- **WHAT YOU WILL DO**:
Every line of the records must be repeated exactly; pictures stay out.
########
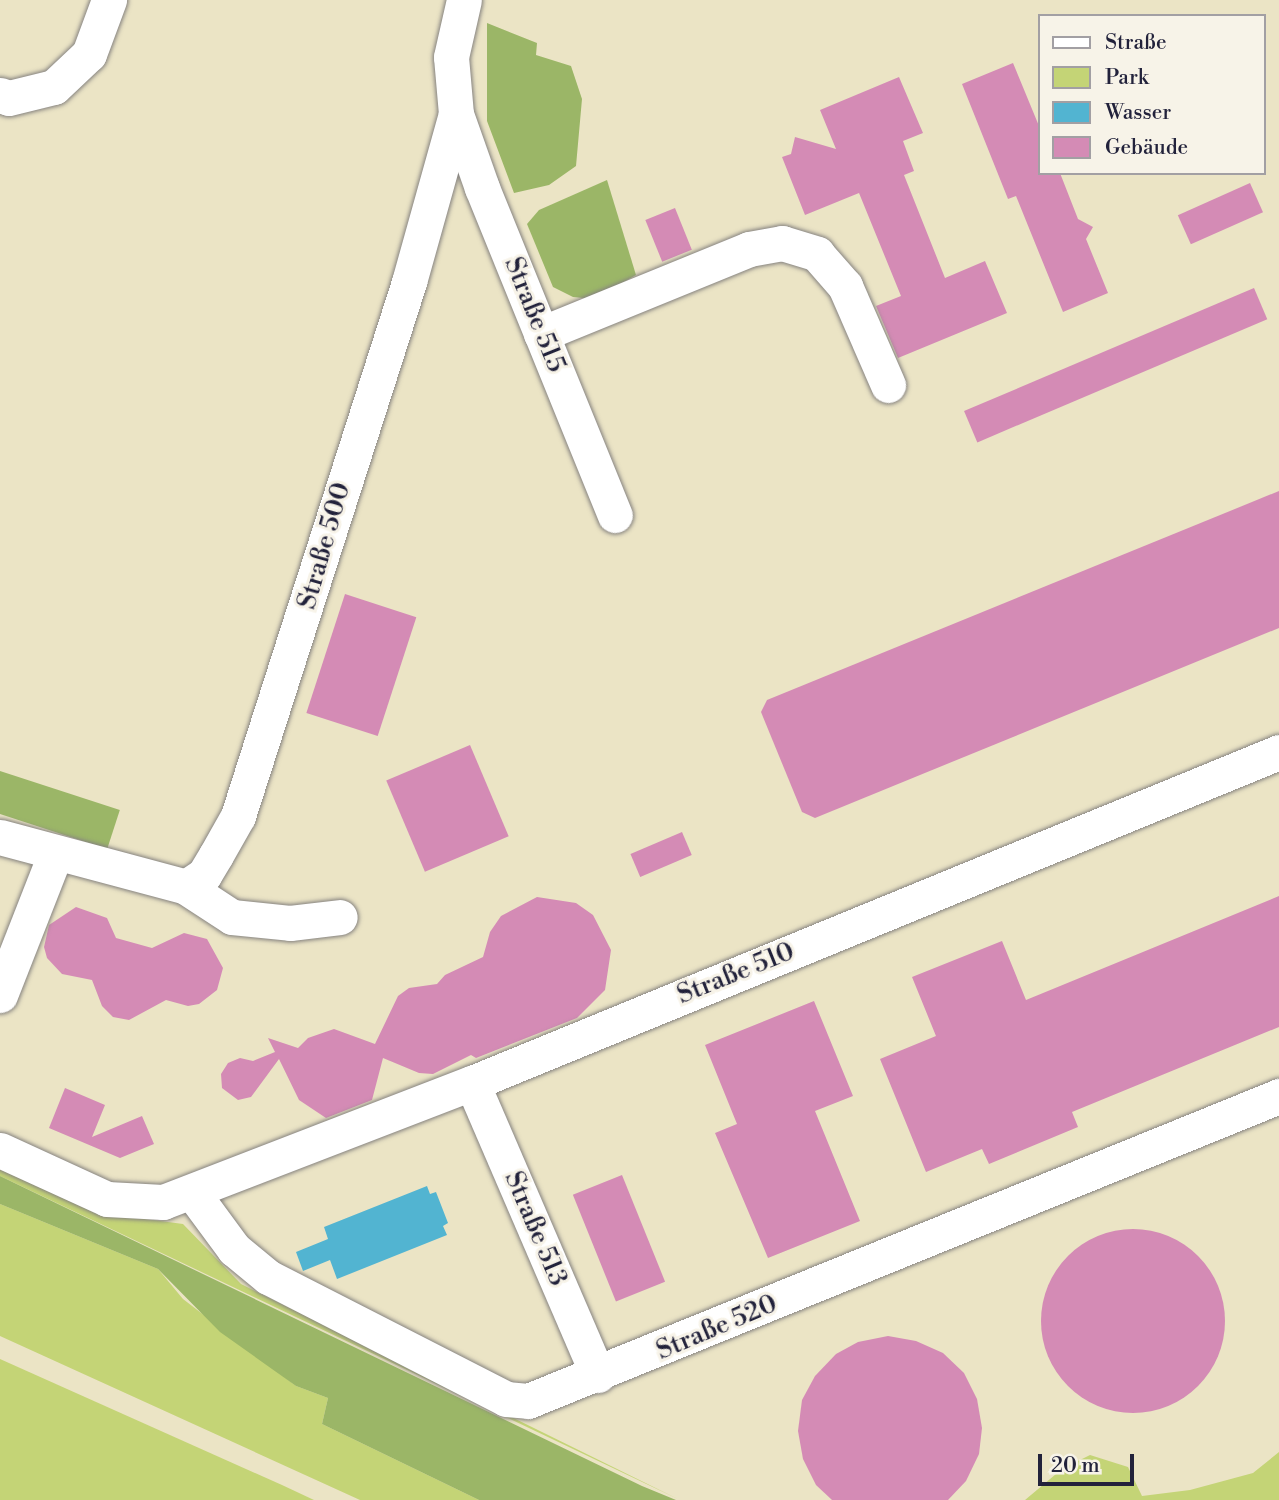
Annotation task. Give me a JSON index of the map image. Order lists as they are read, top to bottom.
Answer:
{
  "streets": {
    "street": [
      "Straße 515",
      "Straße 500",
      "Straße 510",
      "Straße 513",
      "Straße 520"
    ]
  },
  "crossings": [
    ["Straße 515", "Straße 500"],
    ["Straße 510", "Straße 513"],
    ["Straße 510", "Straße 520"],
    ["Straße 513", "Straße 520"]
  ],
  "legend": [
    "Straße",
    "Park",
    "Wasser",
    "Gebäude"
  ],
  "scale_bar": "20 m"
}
########
- **RESULT OF THIS EXERCISE**:
Annotation task. Give me a JSON index of the map image. Order lists as they are read, top to bottom.
Answer:
{
  "streets": {
    "street": [
      "Straße 515",
      "Straße 500",
      "Straße 510",
      "Straße 513",
      "Straße 520"
    ]
  },
  "crossings": [
    ["Straße 515", "Straße 500"],
    ["Straße 510", "Straße 513"],
    ["Straße 510", "Straße 520"],
    ["Straße 513", "Straße 520"]
  ],
  "legend": [
    "Straße",
    "Park",
    "Wasser",
    "Gebäude"
  ],
  "scale_bar": "20 m"
}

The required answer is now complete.